MATERIAL SUPPLIED.
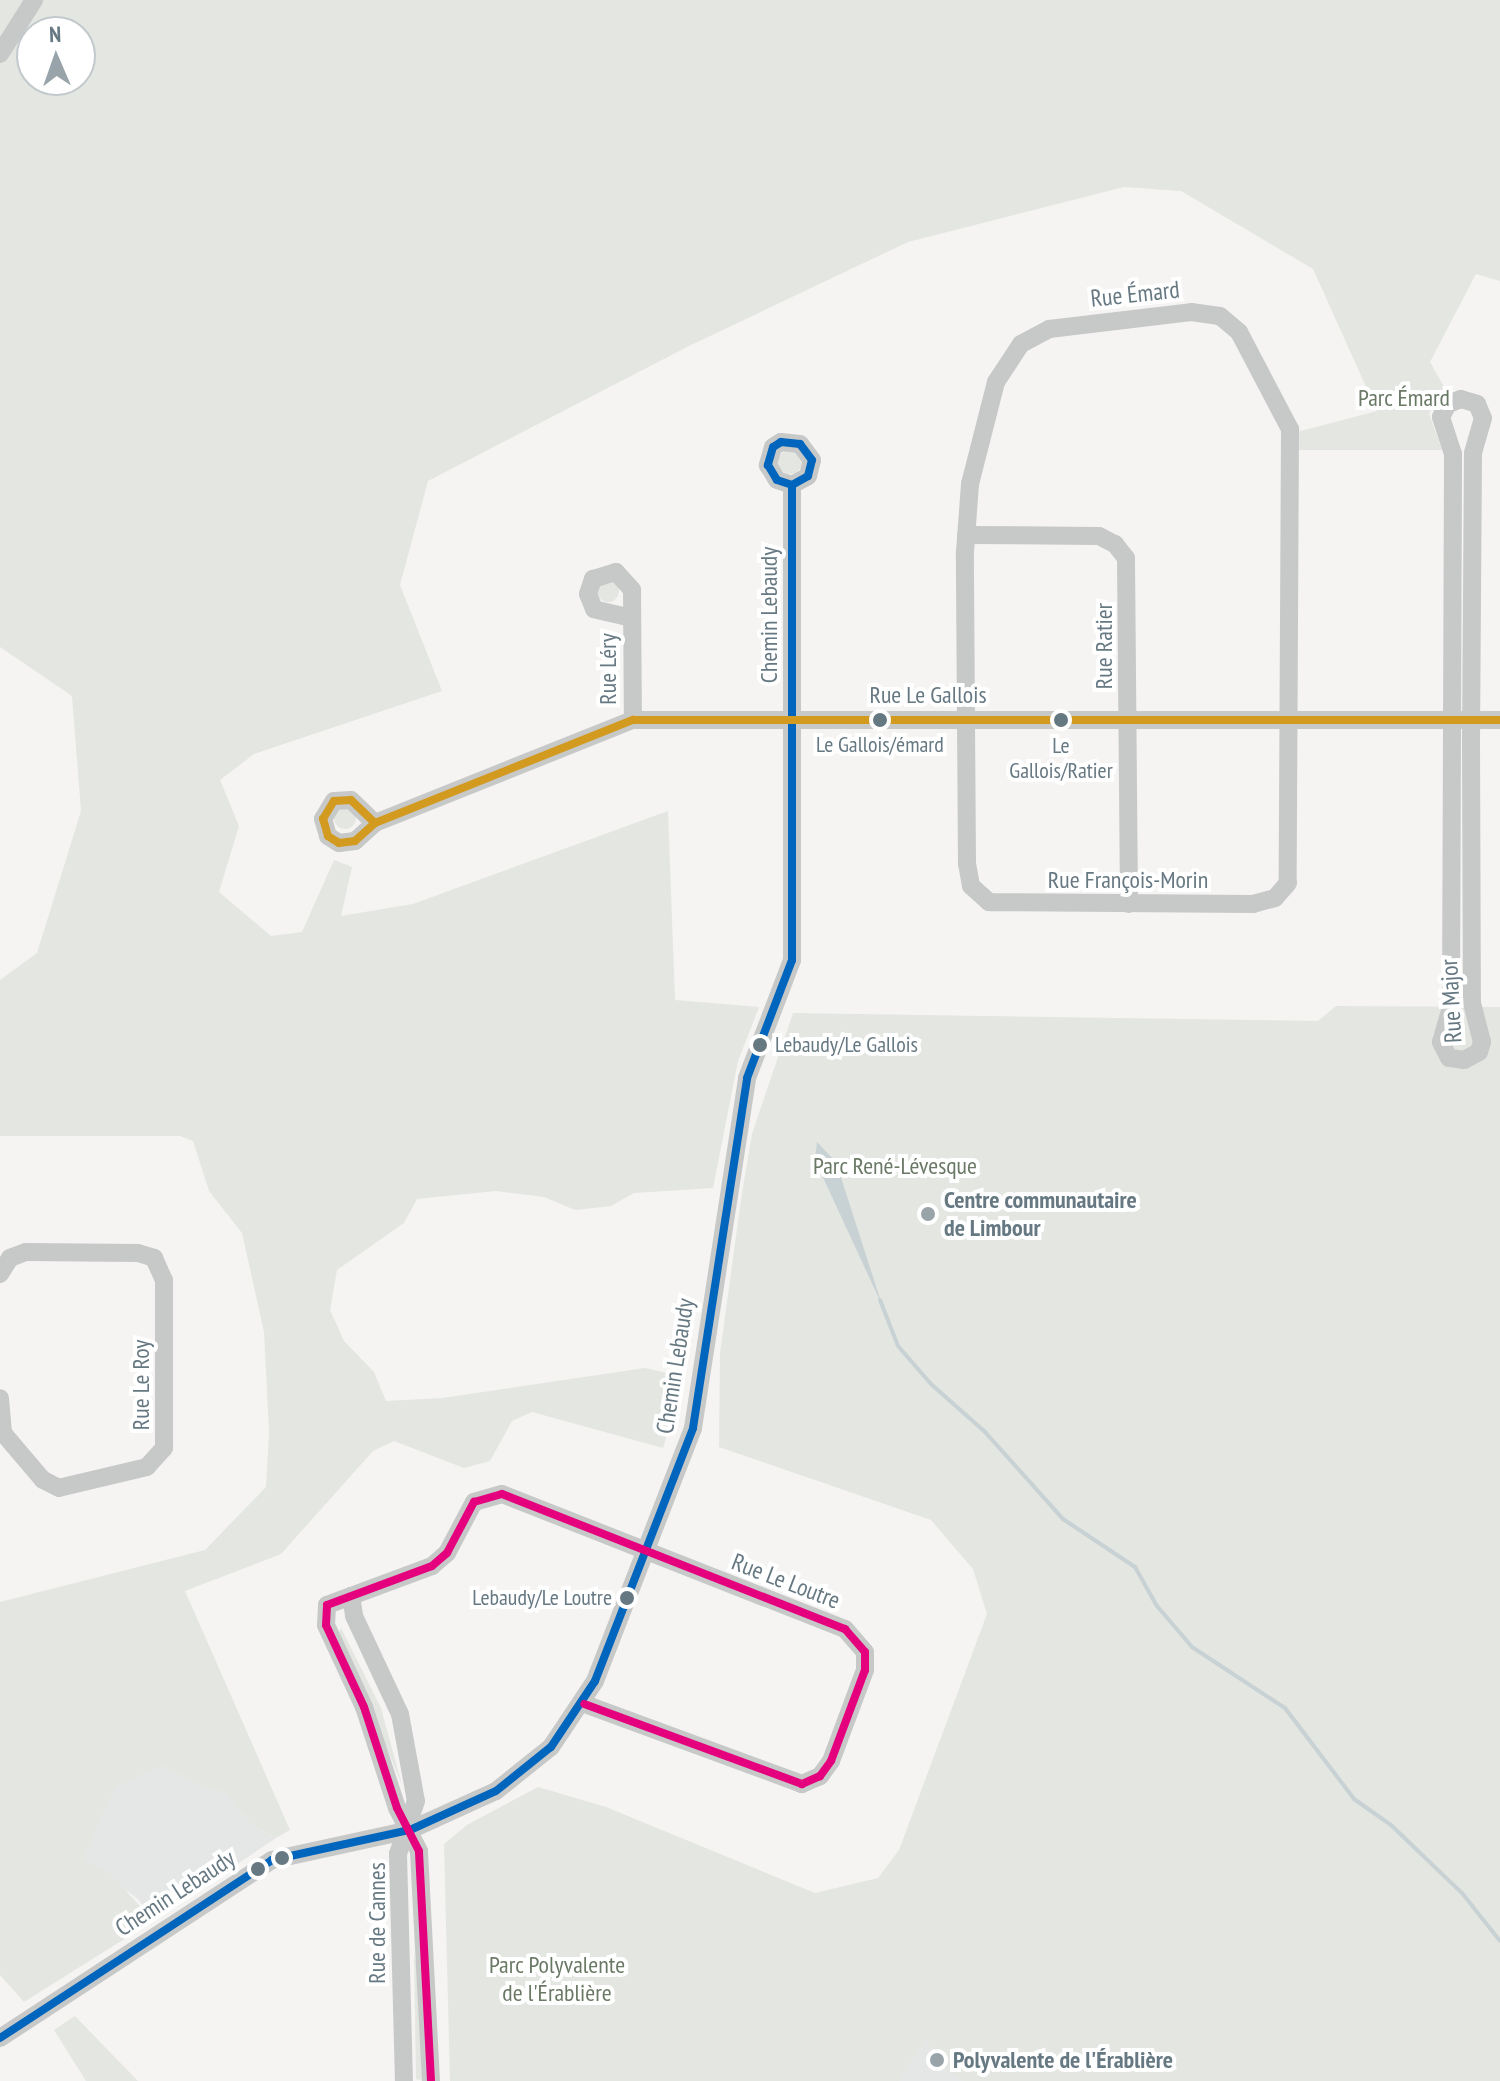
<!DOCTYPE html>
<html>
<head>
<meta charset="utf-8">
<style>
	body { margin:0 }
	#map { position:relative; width:1500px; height:2081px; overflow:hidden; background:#f5f4f3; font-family:"PT Sans Narrow",sans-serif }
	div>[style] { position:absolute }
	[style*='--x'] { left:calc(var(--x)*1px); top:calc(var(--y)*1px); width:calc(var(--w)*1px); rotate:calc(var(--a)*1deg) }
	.built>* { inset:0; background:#e5e6e6 }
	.green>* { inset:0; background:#e3e6e1 }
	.round { border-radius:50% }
	.water>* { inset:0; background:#c8d1d3 }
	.stream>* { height:4px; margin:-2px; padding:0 2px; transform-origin:2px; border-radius:2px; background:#c8d1d3 }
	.minor>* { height:18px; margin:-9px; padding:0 9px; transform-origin:9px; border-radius:9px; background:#c7c8c8 }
	.bus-1>* { height:8px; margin:-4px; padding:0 4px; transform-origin:4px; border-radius:4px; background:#0065bd }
	.bus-2>* { height:8px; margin:-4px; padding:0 4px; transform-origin:4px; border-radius:4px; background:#d39a20 }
	.bus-3>* { height:8px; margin:-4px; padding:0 4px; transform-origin:4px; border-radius:4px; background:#e5007d }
	.dots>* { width:22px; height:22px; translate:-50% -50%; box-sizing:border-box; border:4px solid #fff; border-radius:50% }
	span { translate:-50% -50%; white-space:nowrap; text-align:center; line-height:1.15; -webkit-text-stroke:8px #fff; paint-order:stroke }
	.bus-label { font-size:22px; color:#667882 }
	.left { translate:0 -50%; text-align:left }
	.right { translate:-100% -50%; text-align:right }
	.street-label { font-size:24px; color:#667882 }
	.park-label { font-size:24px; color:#6a7965 }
	.poi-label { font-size:24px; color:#667882; font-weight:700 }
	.north { position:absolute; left:16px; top:16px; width:80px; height:80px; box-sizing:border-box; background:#fff; border:2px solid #c2c9cd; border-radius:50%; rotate:358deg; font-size:22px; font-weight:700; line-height:32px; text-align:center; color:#667882 }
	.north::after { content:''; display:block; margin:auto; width:28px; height:36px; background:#98a3aa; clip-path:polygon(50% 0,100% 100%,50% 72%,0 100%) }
</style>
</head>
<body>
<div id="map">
	<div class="built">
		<div style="clip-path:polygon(164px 1766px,209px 1790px,223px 1791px,254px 1827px,276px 1838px,153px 1921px,138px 1899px,83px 1859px,116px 1787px)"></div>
		<div style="clip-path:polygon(926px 2037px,996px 2081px,899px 2081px)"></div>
	</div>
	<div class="green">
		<div style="clip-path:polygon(evenodd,0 0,1500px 0,1500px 281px,1476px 274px,1430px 362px,1447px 392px,1429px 413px,1442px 450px,1299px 450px,1297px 432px,1377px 411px,1313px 269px,1181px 191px,1124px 187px,908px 242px,689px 346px,428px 481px,400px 585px,442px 691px,254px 754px,220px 780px,239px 826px,219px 892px,271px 936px,302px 932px,334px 860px,352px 867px,341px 916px,413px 904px,668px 811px,675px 1000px,759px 1007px,738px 1061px,713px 1188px,634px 1193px,611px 1206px,575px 1210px,544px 1197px,496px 1191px,417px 1199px,404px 1223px,337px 1270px,330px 1310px,344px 1341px,374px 1372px,386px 1401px,442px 1398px,645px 1368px,676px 1375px,679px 1394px,663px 1448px,532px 1412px,512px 1421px,490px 1461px,464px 1468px,394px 1441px,373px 1451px,281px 1554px,185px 1591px,290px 1830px,276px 1838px,254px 1827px,223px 1791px,209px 1790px,164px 1766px,116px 1787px,83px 1859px,112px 1875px,153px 1921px,24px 2002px,0 1975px,0 1602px,205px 1550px,266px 1487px,269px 1432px,264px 1332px,242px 1233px,209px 1191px,193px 1141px,180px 1136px,0 1136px,0 980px,37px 953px,81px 811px,72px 696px,0 647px,0 0,32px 32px,80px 32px,80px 80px,32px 80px,32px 32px)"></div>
		<div class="round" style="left:778px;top:450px;width:24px;height:24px"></div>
		<div class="round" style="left:597px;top:580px;width:22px;height:22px"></div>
		<div class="round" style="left:334px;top:807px;width:22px;height:22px"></div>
		<div style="clip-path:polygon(1336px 1006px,1500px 1007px,1500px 2081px,963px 2081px,940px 2062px,926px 2038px,899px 2081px,450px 2081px,444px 1844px,467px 1825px,538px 1787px,606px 1807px,815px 1893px,878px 1878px,899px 1850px,987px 1614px,973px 1569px,931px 1520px,719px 1447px,720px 1353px,742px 1193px,752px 1134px,793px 1013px,1318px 1021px)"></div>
		<div style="clip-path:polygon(341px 1628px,381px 1708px,402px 1785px,339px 1632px)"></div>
		<div style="clip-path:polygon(414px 1951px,421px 1990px,423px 2081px,416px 2079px)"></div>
		<div style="clip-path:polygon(75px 2016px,101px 2043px,138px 2081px,86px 2081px,54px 2030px)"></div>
	</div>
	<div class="water">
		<div style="clip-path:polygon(817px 1142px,836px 1162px,882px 1305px,815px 1160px)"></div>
	</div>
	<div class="stream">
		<div style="--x:880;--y:1300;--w:49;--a:68.6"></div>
		<div style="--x:898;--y:1346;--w:50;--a:49"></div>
		<div style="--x:931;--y:1384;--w:72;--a:41.6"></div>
		<div style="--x:985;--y:1432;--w:117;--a:48.1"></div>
		<div style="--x:1063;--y:1519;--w:87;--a:33.7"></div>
		<div style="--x:1135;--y:1567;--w:45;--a:60.6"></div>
		<div style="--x:1157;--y:1606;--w:54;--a:49.5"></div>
		<div style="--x:1192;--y:1647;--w:111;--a:33.3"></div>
		<div style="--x:1285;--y:1708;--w:114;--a:52.8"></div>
		<div style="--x:1354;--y:1799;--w:45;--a:35.1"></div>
		<div style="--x:1391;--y:1825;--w:98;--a:43.8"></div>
		<div style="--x:1462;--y:1893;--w:61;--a:51.6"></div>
	</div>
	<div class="minor">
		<div style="--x:0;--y:54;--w:64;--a:-57.8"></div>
		<div style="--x:1191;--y:312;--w:29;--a:8"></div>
		<div style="--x:1220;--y:316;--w:25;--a:40"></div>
		<div style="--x:1239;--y:332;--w:110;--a:62.3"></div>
		<div style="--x:1290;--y:429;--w:454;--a:90.3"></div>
		<div style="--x:1288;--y:883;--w:20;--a:131"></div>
		<div style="--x:1275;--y:898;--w:23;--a:165"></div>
		<div style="--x:1253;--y:904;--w:264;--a:-179.6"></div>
		<div style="--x:989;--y:902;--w:24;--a:-138"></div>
		<div style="--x:971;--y:886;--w:23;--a:-100"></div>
		<div style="--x:967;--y:863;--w:311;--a:-90.4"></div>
		<div style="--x:965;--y:552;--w:68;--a:-85.8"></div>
		<div style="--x:970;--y:484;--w:105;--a:-75.7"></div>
		<div style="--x:996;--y:382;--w:45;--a:-56.7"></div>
		<div style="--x:1021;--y:344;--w:32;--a:-28"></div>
		<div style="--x:1049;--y:329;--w:143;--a:-6.8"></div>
		<div style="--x:1461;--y:399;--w:17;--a:17"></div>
		<div style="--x:1477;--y:404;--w:15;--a:67"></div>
		<div style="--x:1483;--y:418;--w:36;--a:106"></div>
		<div style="--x:1473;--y:453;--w:288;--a:90.4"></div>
		<div style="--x:1471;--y:741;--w:262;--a:89.8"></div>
		<div style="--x:1472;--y:1003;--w:40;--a:75.6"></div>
		<div style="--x:1482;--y:1042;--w:10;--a:107"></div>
		<div style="--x:1479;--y:1052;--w:17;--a:152"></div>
		<div style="--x:1464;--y:1060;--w:15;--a:-172"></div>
		<div style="--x:1449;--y:1058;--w:18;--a:-117"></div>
		<div style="--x:1441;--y:1042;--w:35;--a:-74"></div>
		<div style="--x:1451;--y:1008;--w:554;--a:-89.79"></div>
		<div style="--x:1453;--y:454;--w:39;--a:-108"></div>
		<div style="--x:1441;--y:417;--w:15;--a:-62"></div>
		<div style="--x:1448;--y:404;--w:14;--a:-21"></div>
		<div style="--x:966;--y:535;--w:133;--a:0.4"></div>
		<div style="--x:1099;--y:536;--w:18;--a:27"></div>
		<div style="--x:1115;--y:544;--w:18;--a:52"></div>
		<div style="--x:1126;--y:558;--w:346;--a:89.5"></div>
		<div style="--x:632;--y:618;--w:39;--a:-167"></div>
		<div style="--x:594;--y:609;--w:16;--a:-112"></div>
		<div style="--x:588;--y:594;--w:16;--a:-72"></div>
		<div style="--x:593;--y:579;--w:24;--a:-17"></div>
		<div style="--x:616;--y:572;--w:24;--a:48"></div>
		<div style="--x:632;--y:590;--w:130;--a:89.6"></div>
		<div style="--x:375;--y:823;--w:27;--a:138"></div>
		<div style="--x:355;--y:841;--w:16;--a:173"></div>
		<div style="--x:339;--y:843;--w:13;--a:-148"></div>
		<div style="--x:328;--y:836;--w:18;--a:-106"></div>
		<div style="--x:323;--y:819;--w:21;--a:-59"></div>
		<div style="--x:334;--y:801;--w:17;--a:-3"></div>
		<div style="--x:351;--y:800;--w:33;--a:44"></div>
		<div style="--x:375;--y:823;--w:278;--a:-21.8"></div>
		<div style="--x:633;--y:720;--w:867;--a:0"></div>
		<div style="--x:0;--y:1274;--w:19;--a:-58"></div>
		<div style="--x:10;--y:1258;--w:17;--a:-21"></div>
		<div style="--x:26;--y:1252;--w:112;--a:0.5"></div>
		<div style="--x:138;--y:1253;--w:17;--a:17"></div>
		<div style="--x:154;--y:1258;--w:24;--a:66"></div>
		<div style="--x:164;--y:1280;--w:168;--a:90"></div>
		<div style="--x:164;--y:1448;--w:25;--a:132"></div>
		<div style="--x:147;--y:1467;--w:90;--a:166.6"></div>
		<div style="--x:59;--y:1488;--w:18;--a:-153"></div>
		<div style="--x:43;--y:1480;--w:62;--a:-130.4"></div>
		<div style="--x:3;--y:1433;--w:35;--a:-95"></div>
		<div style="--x:351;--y:1596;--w:20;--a:81"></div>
		<div style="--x:354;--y:1616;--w:108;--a:64.9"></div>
		<div style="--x:400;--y:1714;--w:88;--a:79.6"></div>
		<div style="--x:416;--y:1801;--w:56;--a:108.8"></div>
		<div style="--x:398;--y:1854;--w:227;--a:88.5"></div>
		<div style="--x:0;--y:2038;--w:325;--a:-33.2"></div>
		<div style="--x:272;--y:1860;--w:141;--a:-12.3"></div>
		<div style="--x:410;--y:1830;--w:94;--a:-24.4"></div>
		<div style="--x:496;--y:1791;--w:70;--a:-38.7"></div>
		<div style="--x:551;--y:1747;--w:79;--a:-56.3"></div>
		<div style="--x:595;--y:1681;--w:271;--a:-68.8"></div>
		<div style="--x:693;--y:1428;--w:354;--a:-81.2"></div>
		<div style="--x:747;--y:1078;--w:126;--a:-69.1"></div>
		<div style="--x:792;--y:960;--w:475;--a:-90"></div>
		<div style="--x:792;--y:485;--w:18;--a:-29"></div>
		<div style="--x:808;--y:476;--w:16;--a:-76"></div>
		<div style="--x:812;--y:460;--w:20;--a:-127"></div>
		<div style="--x:800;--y:444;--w:19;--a:-174"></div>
		<div style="--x:781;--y:442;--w:9;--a:148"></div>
		<div style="--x:773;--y:447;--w:19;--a:106"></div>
		<div style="--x:768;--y:465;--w:17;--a:59"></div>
		<div style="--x:777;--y:480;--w:16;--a:18"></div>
		<div style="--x:431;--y:2081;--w:230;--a:-93"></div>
		<div style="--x:419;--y:1851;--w:48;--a:-117.1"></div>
		<div style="--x:397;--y:1808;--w:106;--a:-108.1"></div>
		<div style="--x:364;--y:1707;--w:90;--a:-114.9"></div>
		<div style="--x:326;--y:1625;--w:20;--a:-87"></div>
		<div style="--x:327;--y:1605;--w:112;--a:-20.4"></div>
		<div style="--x:432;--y:1566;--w:20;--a:-41"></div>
		<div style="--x:447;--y:1553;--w:58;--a:-62.1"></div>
		<div style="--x:474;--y:1502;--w:29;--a:-16"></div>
		<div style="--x:502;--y:1494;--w:369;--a:21.5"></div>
		<div style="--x:845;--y:1629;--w:30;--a:49"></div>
		<div style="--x:865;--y:1652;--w:18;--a:90"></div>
		<div style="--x:865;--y:1670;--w:97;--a:110.5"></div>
		<div style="--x:831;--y:1761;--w:19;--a:126"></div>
		<div style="--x:820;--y:1776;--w:20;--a:156"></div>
		<div style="--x:802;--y:1784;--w:232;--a:-159.8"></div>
	</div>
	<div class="bus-1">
		<div style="--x:0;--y:2038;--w:325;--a:-33.2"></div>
		<div style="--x:272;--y:1860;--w:141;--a:-12.3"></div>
		<div style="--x:410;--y:1830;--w:94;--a:-24.4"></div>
		<div style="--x:496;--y:1791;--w:70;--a:-38.7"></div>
		<div style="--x:551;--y:1747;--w:79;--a:-56.3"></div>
		<div style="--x:595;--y:1681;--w:271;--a:-68.8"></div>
		<div style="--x:693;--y:1428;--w:354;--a:-81.2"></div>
		<div style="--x:747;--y:1078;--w:126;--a:-69.1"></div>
		<div style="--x:792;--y:960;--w:475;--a:-90"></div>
		<div style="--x:792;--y:485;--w:18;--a:-29"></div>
		<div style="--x:808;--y:476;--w:16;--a:-76"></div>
		<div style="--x:812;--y:460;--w:20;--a:-127"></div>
		<div style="--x:800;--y:444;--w:19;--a:-174"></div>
		<div style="--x:781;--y:442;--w:9;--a:148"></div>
		<div style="--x:773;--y:447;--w:19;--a:106"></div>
		<div style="--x:768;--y:465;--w:17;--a:59"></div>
		<div style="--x:777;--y:480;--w:16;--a:18"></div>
	</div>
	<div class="bus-2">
		<div style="--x:375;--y:823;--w:27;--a:138"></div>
		<div style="--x:355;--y:841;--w:16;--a:173"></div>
		<div style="--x:339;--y:843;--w:13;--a:-148"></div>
		<div style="--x:328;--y:836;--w:18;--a:-106"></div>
		<div style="--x:323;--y:819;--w:21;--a:-59"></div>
		<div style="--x:334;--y:801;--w:17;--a:-3"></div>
		<div style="--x:351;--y:800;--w:33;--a:44"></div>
		<div style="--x:375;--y:823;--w:278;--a:-21.8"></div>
		<div style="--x:633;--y:720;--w:867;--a:0"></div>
	</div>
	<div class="bus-3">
		<div style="--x:431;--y:2081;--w:230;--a:-93"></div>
		<div style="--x:419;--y:1851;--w:48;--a:-117.1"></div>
		<div style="--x:397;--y:1808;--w:106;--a:-108.1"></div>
		<div style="--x:364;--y:1707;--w:90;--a:-114.9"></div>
		<div style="--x:326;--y:1625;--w:20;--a:-87"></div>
		<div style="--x:327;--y:1605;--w:112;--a:-20.4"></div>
		<div style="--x:432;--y:1566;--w:20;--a:-41"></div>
		<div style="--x:447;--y:1553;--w:58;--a:-62.1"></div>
		<div style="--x:474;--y:1502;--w:29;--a:-16"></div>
		<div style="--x:502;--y:1494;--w:369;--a:21.5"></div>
		<div style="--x:845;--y:1629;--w:30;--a:49"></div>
		<div style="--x:865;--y:1652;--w:18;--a:90"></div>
		<div style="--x:865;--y:1670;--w:97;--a:110.5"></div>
		<div style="--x:831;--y:1761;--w:19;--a:126"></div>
		<div style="--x:820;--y:1776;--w:20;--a:156"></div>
		<div style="--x:802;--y:1784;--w:232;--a:-159.8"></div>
	</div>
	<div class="dots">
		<div style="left:880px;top:720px;background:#667882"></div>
		<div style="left:1061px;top:720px;background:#667882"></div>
		<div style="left:760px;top:1045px;background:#667882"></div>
		<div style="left:928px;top:1214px;background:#98a3aa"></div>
		<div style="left:627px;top:1598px;background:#667882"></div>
		<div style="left:282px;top:1858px;background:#667882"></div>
		<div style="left:258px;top:1869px;background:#667882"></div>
		<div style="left:937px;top:2060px;background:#98a3aa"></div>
	</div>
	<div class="bus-label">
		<span style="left:880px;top:745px">Le Gallois/émard</span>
		<span style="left:1061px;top:758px">Le<br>Gallois/Ratier</span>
		<span class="left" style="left:775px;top:1045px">Lebaudy/Le Gallois</span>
		<span class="right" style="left:612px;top:1598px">Lebaudy/Le Loutre</span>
	</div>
	<div class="street-label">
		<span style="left:1135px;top:294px;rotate:-6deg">Rue Émard</span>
		<span style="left:769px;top:615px;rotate:-90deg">Chemin Lebaudy</span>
		<span style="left:1104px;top:646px;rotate:-90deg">Rue Ratier</span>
		<span style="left:608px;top:669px;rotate:-90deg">Rue Léry</span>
		<span style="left:928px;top:695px">Rue Le Gallois</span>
		<span style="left:1128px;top:880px">Rue François-Morin</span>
		<span style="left:1451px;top:1001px;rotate:-93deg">Rue Major</span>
		<span style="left:675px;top:1366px;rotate:-81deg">Chemin Lebaudy</span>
		<span style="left:141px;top:1385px;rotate:-90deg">Rue Le Roy</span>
		<span style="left:786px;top:1581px;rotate:21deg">Rue Le Loutre</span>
		<span style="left:175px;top:1893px;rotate:-33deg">Chemin Lebaudy</span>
		<span style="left:377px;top:1923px;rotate:-90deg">Rue de Cannes</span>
	</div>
	<div class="park-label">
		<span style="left:1404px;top:398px">Parc Émard</span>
		<span style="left:895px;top:1166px">Parc René-Lévesque</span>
		<span style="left:557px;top:1979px">Parc Polyvalente<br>de l'Érablière</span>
	</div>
	<div class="poi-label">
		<span class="left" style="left:944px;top:1214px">Centre communautaire<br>de Limbour</span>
		<span class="left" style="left:953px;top:2060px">Polyvalente de l'Érablière</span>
	</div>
	<div class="north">N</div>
</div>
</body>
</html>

TASK DESCRIPTION. Every line that contains the string "center" should be returned from the data.

TASK SOLUTION.
	span { translate:-50% -50%; white-space:nowrap; text-align:center; line-height:1.15; -webkit-text-stroke:8px #fff; paint-order:stroke }
	.north { position:absolute; left:16px; top:16px; width:80px; height:80px; box-sizing:border-box; background:#fff; border:2px solid #c2c9cd; border-radius:50%; rotate:358deg; font-size:22px; font-weight:700; line-height:32px; text-align:center; color:#667882 }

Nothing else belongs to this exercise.